I remember him rocking up at the event in 2015 – on another comeback from injury – massively undercooked and with no real physical or mental stability. His short game was more than a concern. Despite all that, he finished T17 – his last appearance at Augusta.
Compare that with the Tiger Woods we saw this week. He looks fit and strong and has a smile on his face – he’s enjoying himself.
And his game looks in fantastic shape too. Yes there are still some nagging doubts over his driving but his iron play, short game and putting all look like the Tiger of old.
This hasn’t gone unnoticed by the bookies with some having him as second favourite. Yes, you can say the bookmakers are being over cautious because thousands of casual armchair golf fans will jump on the ‘Tiger’s back’ bandwagon.
But there’s more to it this time around. Why wouldn’t you back a player that has won 14 major championships – four of them at Augusta – and is in very good form?
Since 1997, he’s finished in the top eight 13 times and he’s never missed a cut. In his 17 visits as a pro, he’s only finished outside the top 10 five times.
I actually think it’s harder to make a case for him not to be challenging for a fifth Green Jacket next month.
No, says Mark Townsend
Given their hugely impressive records at Augusta and their hugely impressive skills it might be worth noting that neither Tiger nor Phil has won the Masters since 2010.
They might have seven Green Jackets in their respective wardrobes but since Mickelson hit that shot off the pine straw neither have come through.

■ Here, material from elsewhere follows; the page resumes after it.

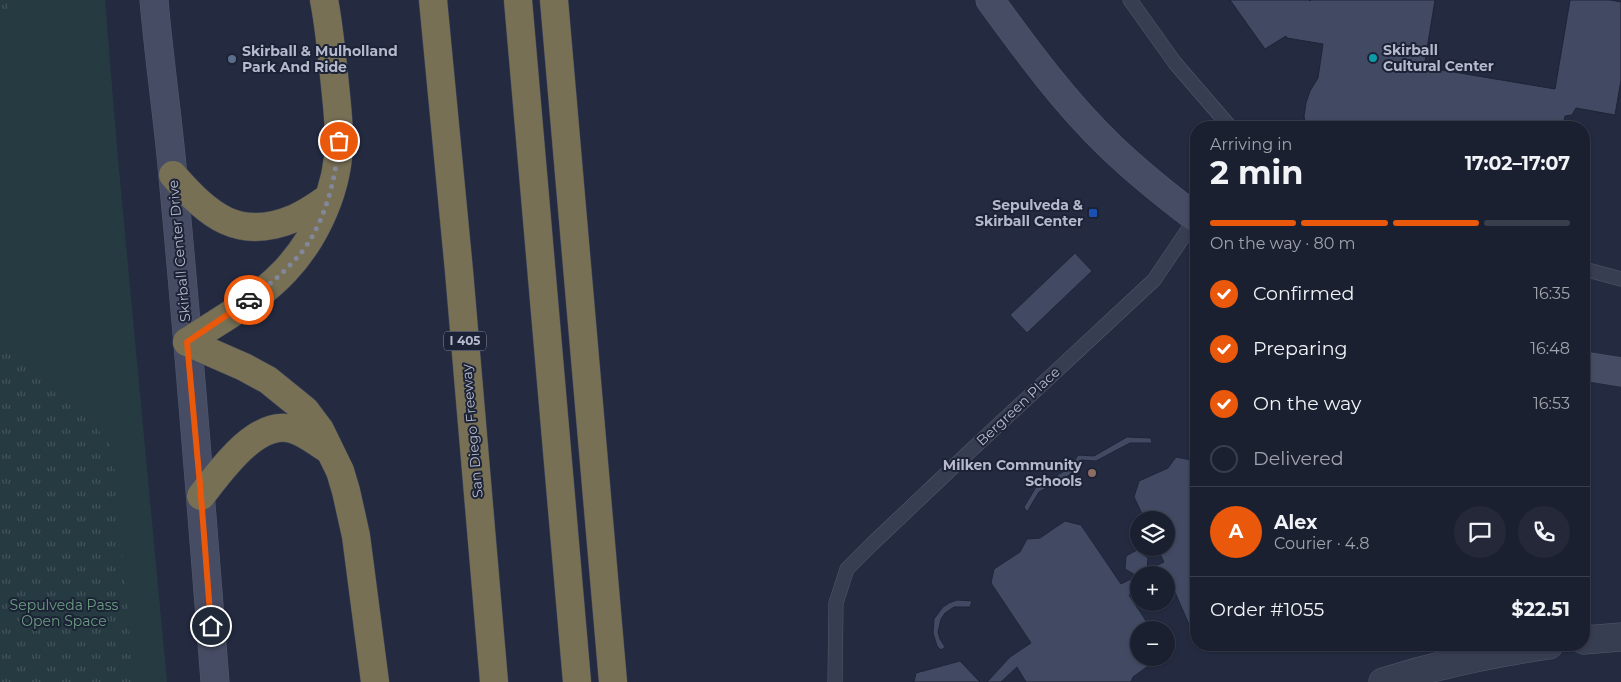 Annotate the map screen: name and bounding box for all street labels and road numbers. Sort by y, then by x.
street label: Skirball Center Drive [164,179,194,323]
road number: I 405 [444,332,486,351]
street label: San Diego Freeway [457,363,487,499]
street label: Bergreen Place [972,363,1064,449]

If it were a straight pick between the two I’d have to side with the left-hander despite him being five years older and, up until last week, being a non-winner since the 2013 Open at Muirfield. Tiger’s last victory came six weeks later at the Bridgestone.
I think I’d fancy Mickelson to do something special at Augusta when he’s well into his 50s, the short game makes a nonsense of some of those awkward pitches and recoveries and, in my head, he looks even more comfy than Tiger in Georgia. Compare both to how we view Rory McIlroy during Masters week, two of them have an air of inevitability about getting their names on the leaderboard, the other we’re waiting for something not to click.
Coming into 2018 we were probably expecting the Mickelson sparkle to slowly fizzle out, what we’ve got is the opposite. He could easily have won before Mexico, he’s been talking up his chances for weeks and he’s then delivered. When Justin Thomas holed that wedge we all thought that was that, Mickelson then birdied 15 and 16 and saw him off in extra time.
For someone who hasn’t tasted victory for so long, even someone of Mickelson’s super confidence, this will have loaded up the positives in his memory bank.
Tiger’s back, Phil’s back, it’s going to be huge.